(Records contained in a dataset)

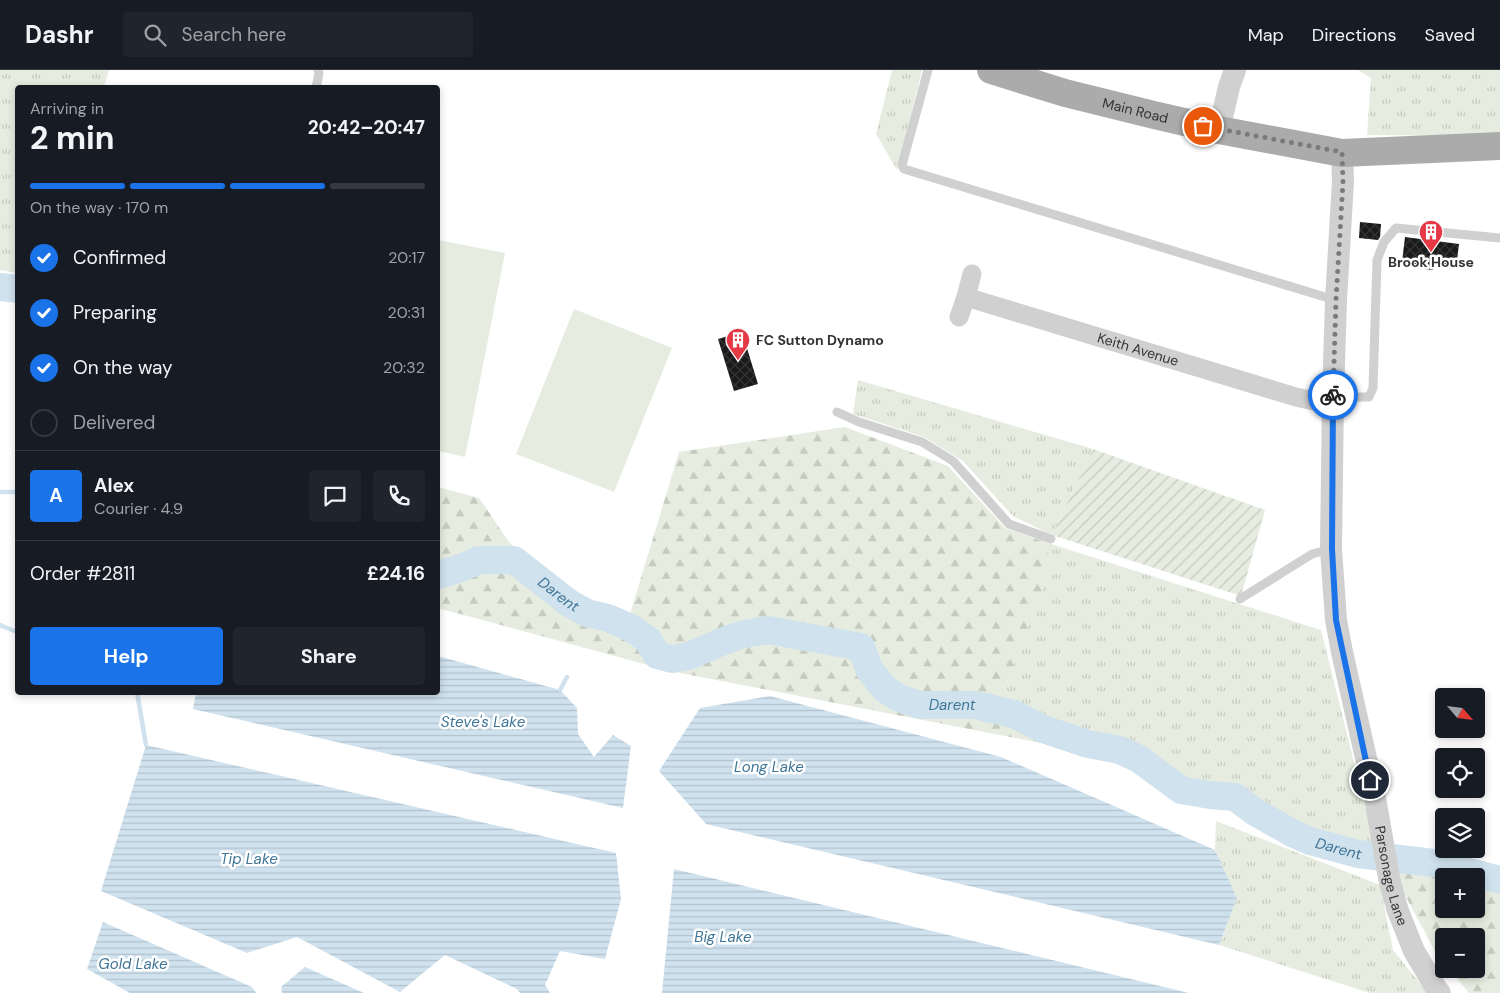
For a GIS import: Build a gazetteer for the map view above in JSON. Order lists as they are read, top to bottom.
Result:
{
  "streets": {
    "main road": ["Main Road"],
    "street": ["Keith Avenue", "Parsonage Lane"]
  },
  "crossings": [
    ["Main Road", "Parsonage Lane"],
    ["Keith Avenue", "Parsonage Lane"]
  ],
  "water": [
    "Darent",
    "Steve's Lake",
    "Long Lake",
    "Tip Lake",
    "Big Lake",
    "Gold Lake"
  ],
  "places": {
    "building": ["Brook House", "FC Sutton Dynamo"]
  },
  "north": "bottom right",
  "page": {
    "header": "Dashr",
    "search": "Search here",
    "nav": ["Map", "Directions", "Saved"],
    "heading": ["2 min", "Arriving in", "20:42–20:47"],
    "panel": [
      "Alex",
      "Courier · 4.9",
      "Order #2811",
      "£24.16"
    ],
    "bar": "On the way · 170 m",
    "list": [
      ["Confirmed", "20:17"],
      ["Preparing", "20:31"],
      ["On the way", "20:32"],
      "Delivered"
    ],
    "round": "A",
    "buttons": ["Help", "Share"],
    "map_buttons": ["+", "−"]
  }
}
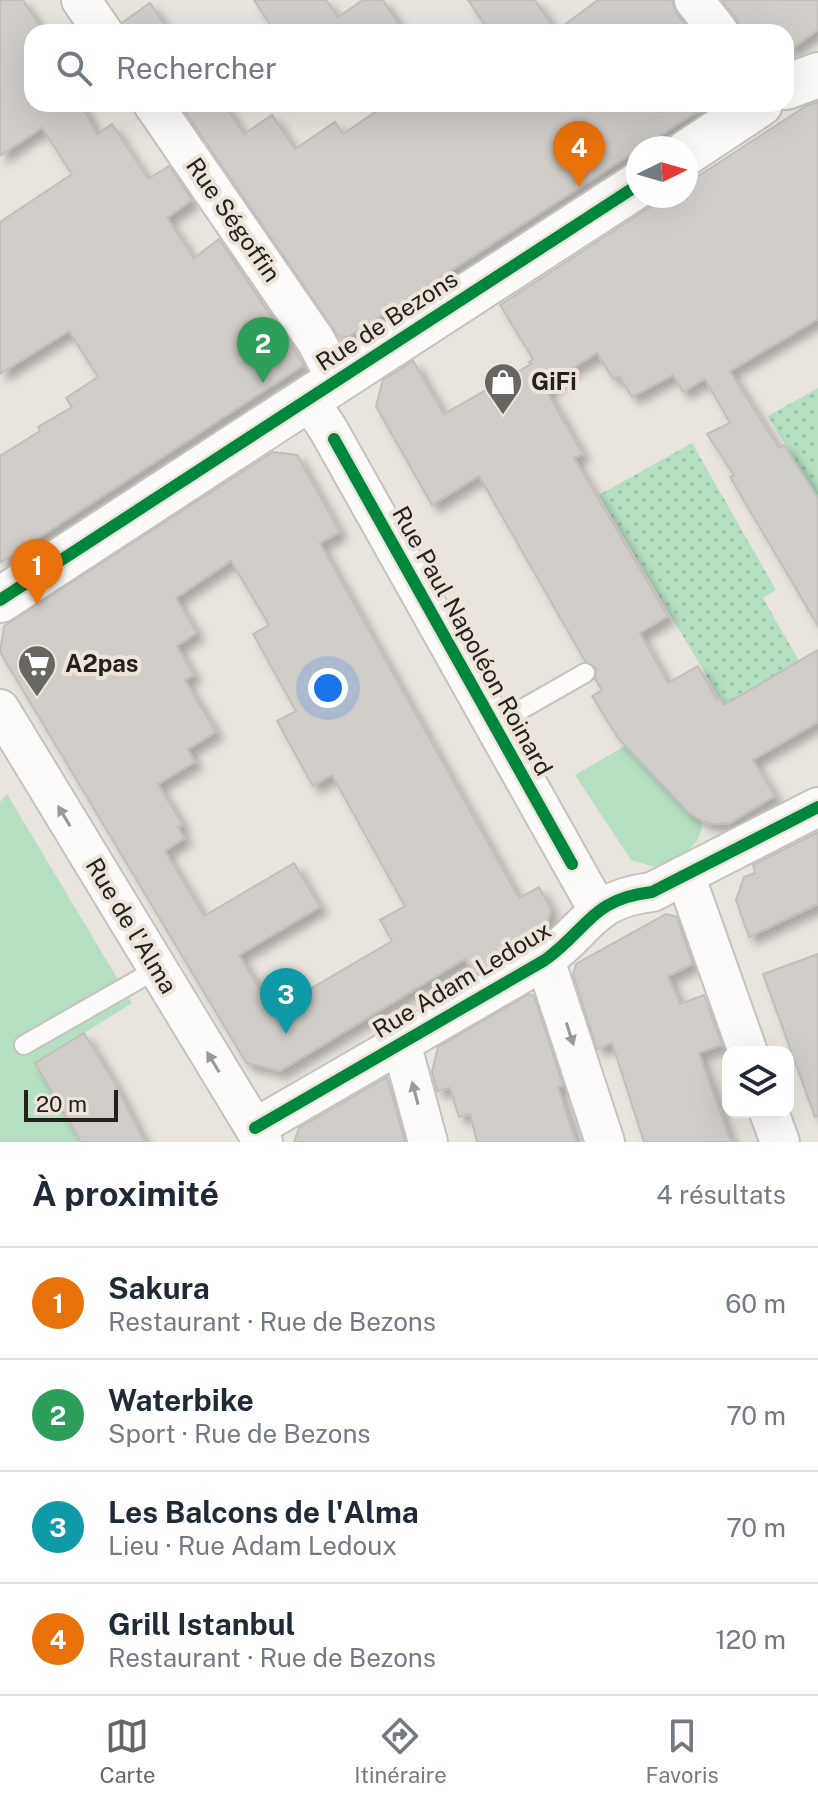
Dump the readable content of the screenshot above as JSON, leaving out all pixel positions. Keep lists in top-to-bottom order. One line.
{"streets":{"street":["Rue Ségoffin","Rue de Bezons","Rue Paul Napoléon Roinard","Rue de l'Alma","Rue Adam Ledoux"]},"crossings":[["Rue Ségoffin","Rue de Bezons"],["Rue Ségoffin","Rue Paul Napoléon Roinard"],["Rue de Bezons","Rue Paul Napoléon Roinard"],["Rue Paul Napoléon Roinard","Rue Adam Ledoux"],["Rue de l'Alma","Rue Adam Ledoux"]],"one_way":["Rue de l'Alma"],"places":{"shop":["GiFi"],"supermarket":["A2pas"]},"scale_bar":"20 m","north":"right","page":{"search":"Rechercher","pins":["4","2","1","3"],"scale":"20 m","heading":["À proximité","4 résultats"],"list":[{"mark":"1","name":"Sakura","note":"Restaurant · Rue de Bezons","value":"60 m"},{"mark":"2","name":"Waterbike","note":"Sport · Rue de Bezons","value":"70 m"},{"mark":"3","name":"Les Balcons de l'Alma","note":"Lieu · Rue Adam Ledoux","value":"70 m"},{"mark":"4","name":"Grill Istanbul","note":"Restaurant · Rue de Bezons","value":"120 m"}],"nav":["Carte","Itinéraire","Favoris"]}}
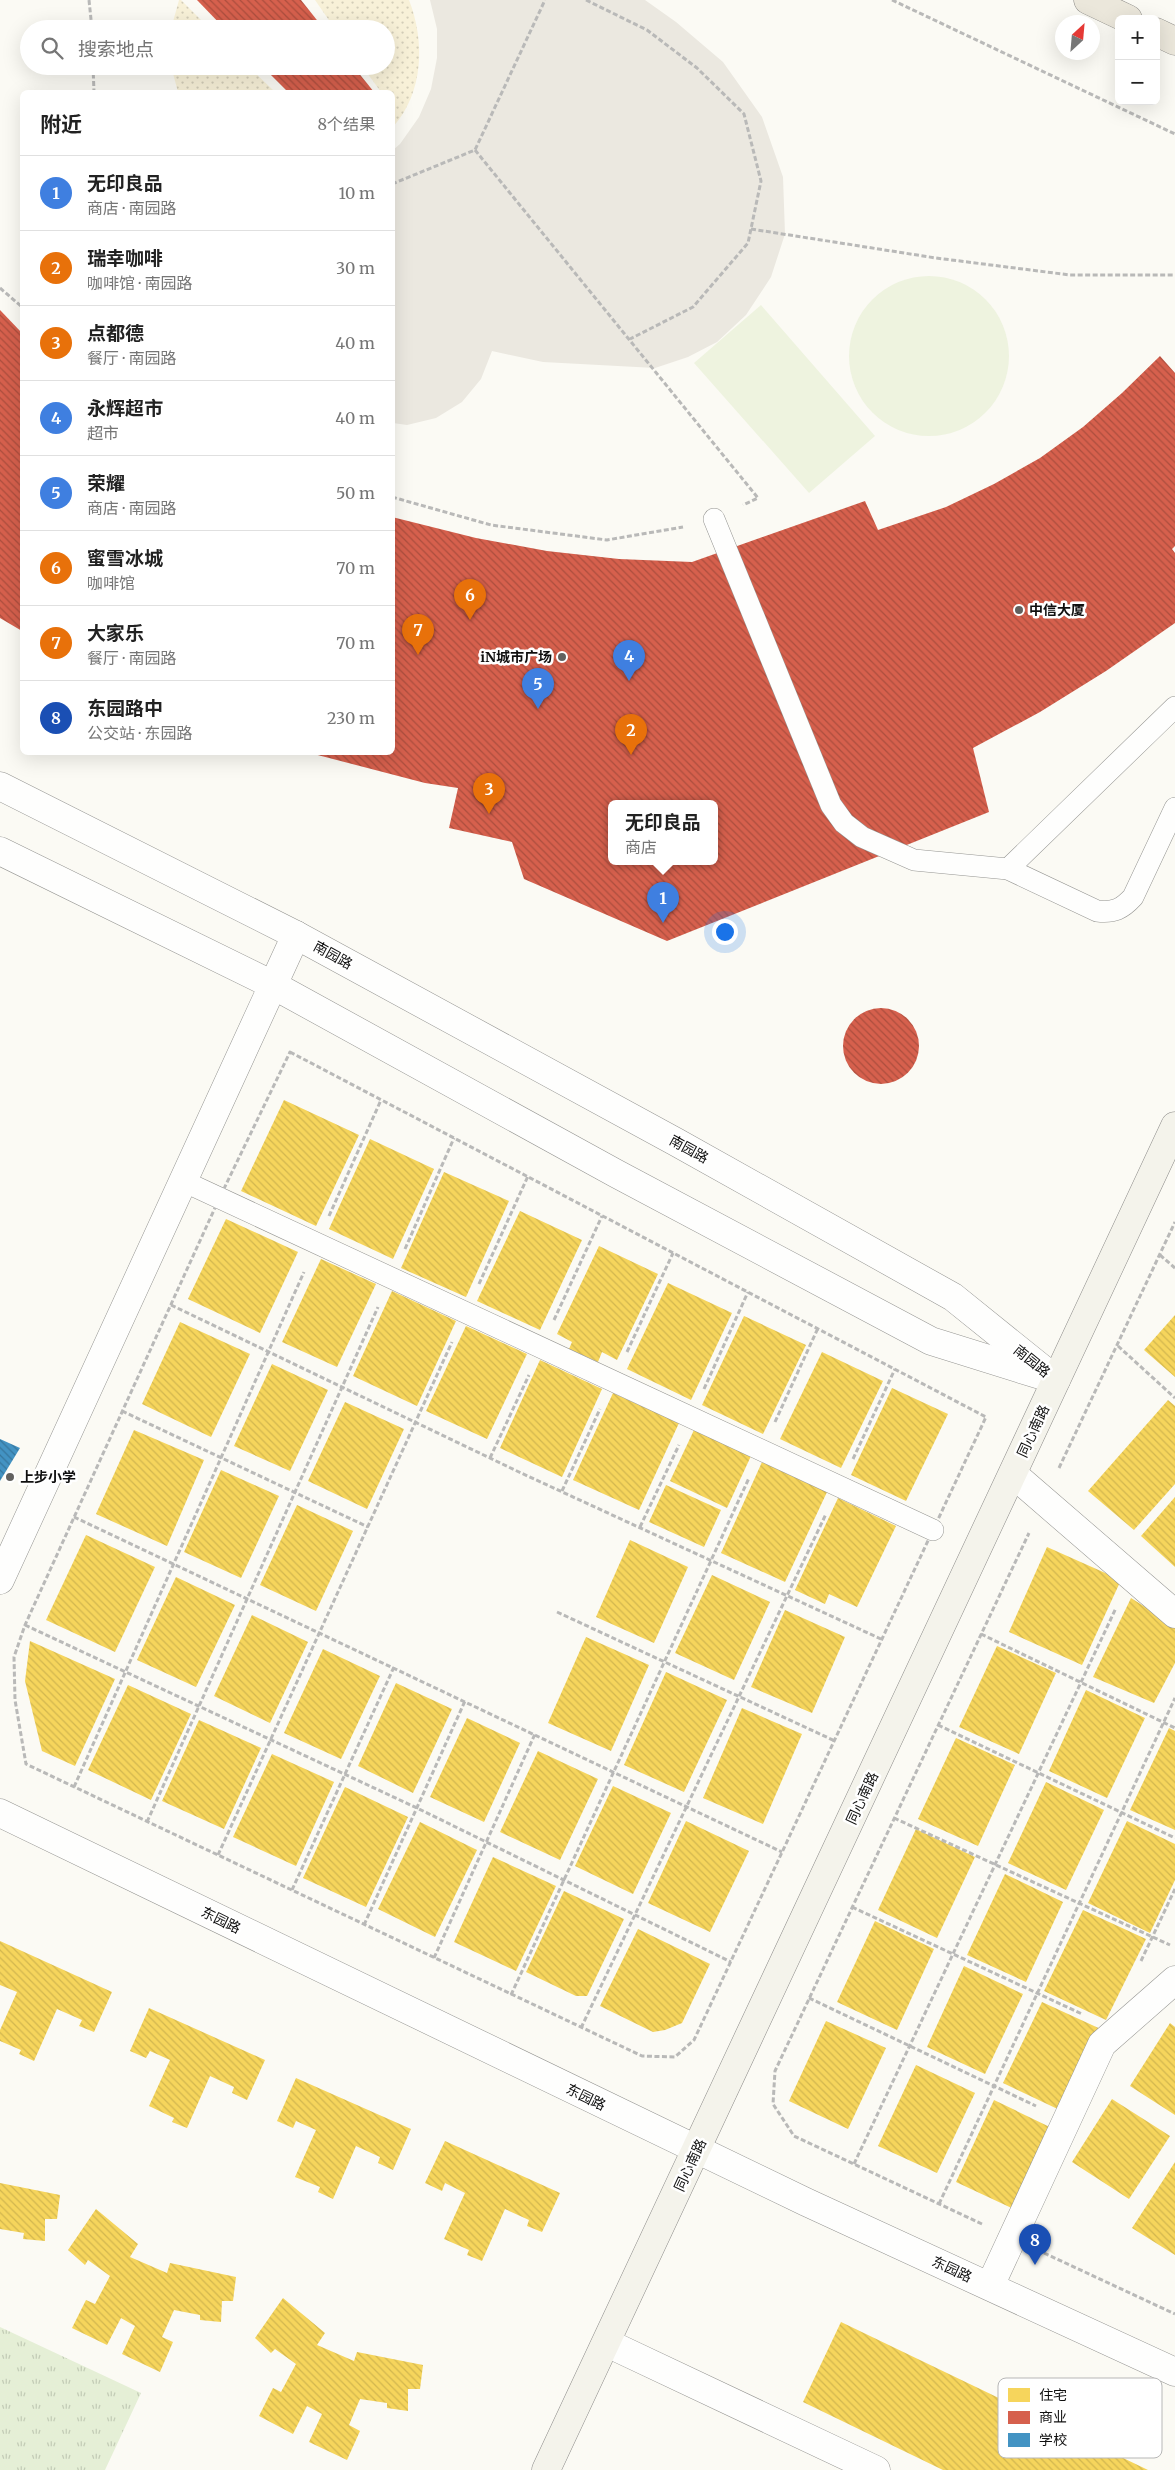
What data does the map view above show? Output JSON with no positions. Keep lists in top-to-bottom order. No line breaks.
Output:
{"streets":{"main road":["同心南路"],"street":["南园路","东园路"]},"crossings":[["南园路","同心南路"],["同心南路","东园路"]],"places":["中信大厦","iN城市广场","上步小学"],"legend":["住宅","商业","学校"],"north":"top right","page":{"map_buttons":["+","−"],"search":"搜索地点","heading":["附近","8个结果"],"list":[{"mark":"1","name":"无印良品","note":"商店 · 南园路","value":"10 m"},{"mark":"2","name":"瑞幸咖啡","note":"咖啡馆 · 南园路","value":"30 m"},{"mark":"3","name":"点都德","note":"餐厅 · 南园路","value":"40 m"},{"mark":"4","name":"永辉超市","note":"超市","value":"40 m"},{"mark":"5","name":"荣耀","note":"商店 · 南园路","value":"50 m"},{"mark":"6","name":"蜜雪冰城","note":"咖啡馆","value":"70 m"},{"mark":"7","name":"大家乐","note":"餐厅 · 南园路","value":"70 m"},{"mark":"8","name":"东园路中","note":"公交站 · 东园路","value":"230 m"}],"pins":["6","7","4","5","2","3","1","8"],"popup":["无印良品","商店"]}}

Action item
Type the entries above out again exactly, with no pictures.

Answer section
For a GIS import: Build a gazetteer for the map view above in JSON. Order lists as they are read, top to bottom.
Result:
{
  "streets": {
    "main road": ["Main Road"],
    "street": ["Keith Avenue", "Parsonage Lane"]
  },
  "crossings": [
    ["Main Road", "Parsonage Lane"],
    ["Keith Avenue", "Parsonage Lane"]
  ],
  "water": [
    "Darent",
    "Steve's Lake",
    "Long Lake",
    "Tip Lake",
    "Big Lake",
    "Gold Lake"
  ],
  "places": {
    "building": ["Brook House", "FC Sutton Dynamo"]
  },
  "north": "bottom right",
  "page": {
    "header": "Dashr",
    "search": "Search here",
    "nav": ["Map", "Directions", "Saved"],
    "heading": ["2 min", "Arriving in", "20:42–20:47"],
    "panel": [
      "Alex",
      "Courier · 4.9",
      "Order #2811",
      "£24.16"
    ],
    "bar": "On the way · 170 m",
    "list": [
      ["Confirmed", "20:17"],
      ["Preparing", "20:31"],
      ["On the way", "20:32"],
      "Delivered"
    ],
    "round": "A",
    "buttons": ["Help", "Share"],
    "map_buttons": ["+", "−"]
  }
}
Dump the readable content of the screenshot above as JSON, leaving out all pixel positions. Keep lists in top-to-bottom order. One line.
{"streets":{"street":["Rue Ségoffin","Rue de Bezons","Rue Paul Napoléon Roinard","Rue de l'Alma","Rue Adam Ledoux"]},"crossings":[["Rue Ségoffin","Rue de Bezons"],["Rue Ségoffin","Rue Paul Napoléon Roinard"],["Rue de Bezons","Rue Paul Napoléon Roinard"],["Rue Paul Napoléon Roinard","Rue Adam Ledoux"],["Rue de l'Alma","Rue Adam Ledoux"]],"one_way":["Rue de l'Alma"],"places":{"shop":["GiFi"],"supermarket":["A2pas"]},"scale_bar":"20 m","north":"right","page":{"search":"Rechercher","pins":["4","2","1","3"],"scale":"20 m","heading":["À proximité","4 résultats"],"list":[{"mark":"1","name":"Sakura","note":"Restaurant · Rue de Bezons","value":"60 m"},{"mark":"2","name":"Waterbike","note":"Sport · Rue de Bezons","value":"70 m"},{"mark":"3","name":"Les Balcons de l'Alma","note":"Lieu · Rue Adam Ledoux","value":"70 m"},{"mark":"4","name":"Grill Istanbul","note":"Restaurant · Rue de Bezons","value":"120 m"}],"nav":["Carte","Itinéraire","Favoris"]}}
What data does the map view above show? Output JSON with no positions. Keep lists in top-to-bottom order. No line breaks.
Output:
{"streets":{"main road":["同心南路"],"street":["南园路","东园路"]},"crossings":[["南园路","同心南路"],["同心南路","东园路"]],"places":["中信大厦","iN城市广场","上步小学"],"legend":["住宅","商业","学校"],"north":"top right","page":{"map_buttons":["+","−"],"search":"搜索地点","heading":["附近","8个结果"],"list":[{"mark":"1","name":"无印良品","note":"商店 · 南园路","value":"10 m"},{"mark":"2","name":"瑞幸咖啡","note":"咖啡馆 · 南园路","value":"30 m"},{"mark":"3","name":"点都德","note":"餐厅 · 南园路","value":"40 m"},{"mark":"4","name":"永辉超市","note":"超市","value":"40 m"},{"mark":"5","name":"荣耀","note":"商店 · 南园路","value":"50 m"},{"mark":"6","name":"蜜雪冰城","note":"咖啡馆","value":"70 m"},{"mark":"7","name":"大家乐","note":"餐厅 · 南园路","value":"70 m"},{"mark":"8","name":"东园路中","note":"公交站 · 东园路","value":"230 m"}],"pins":["6","7","4","5","2","3","1","8"],"popup":["无印良品","商店"]}}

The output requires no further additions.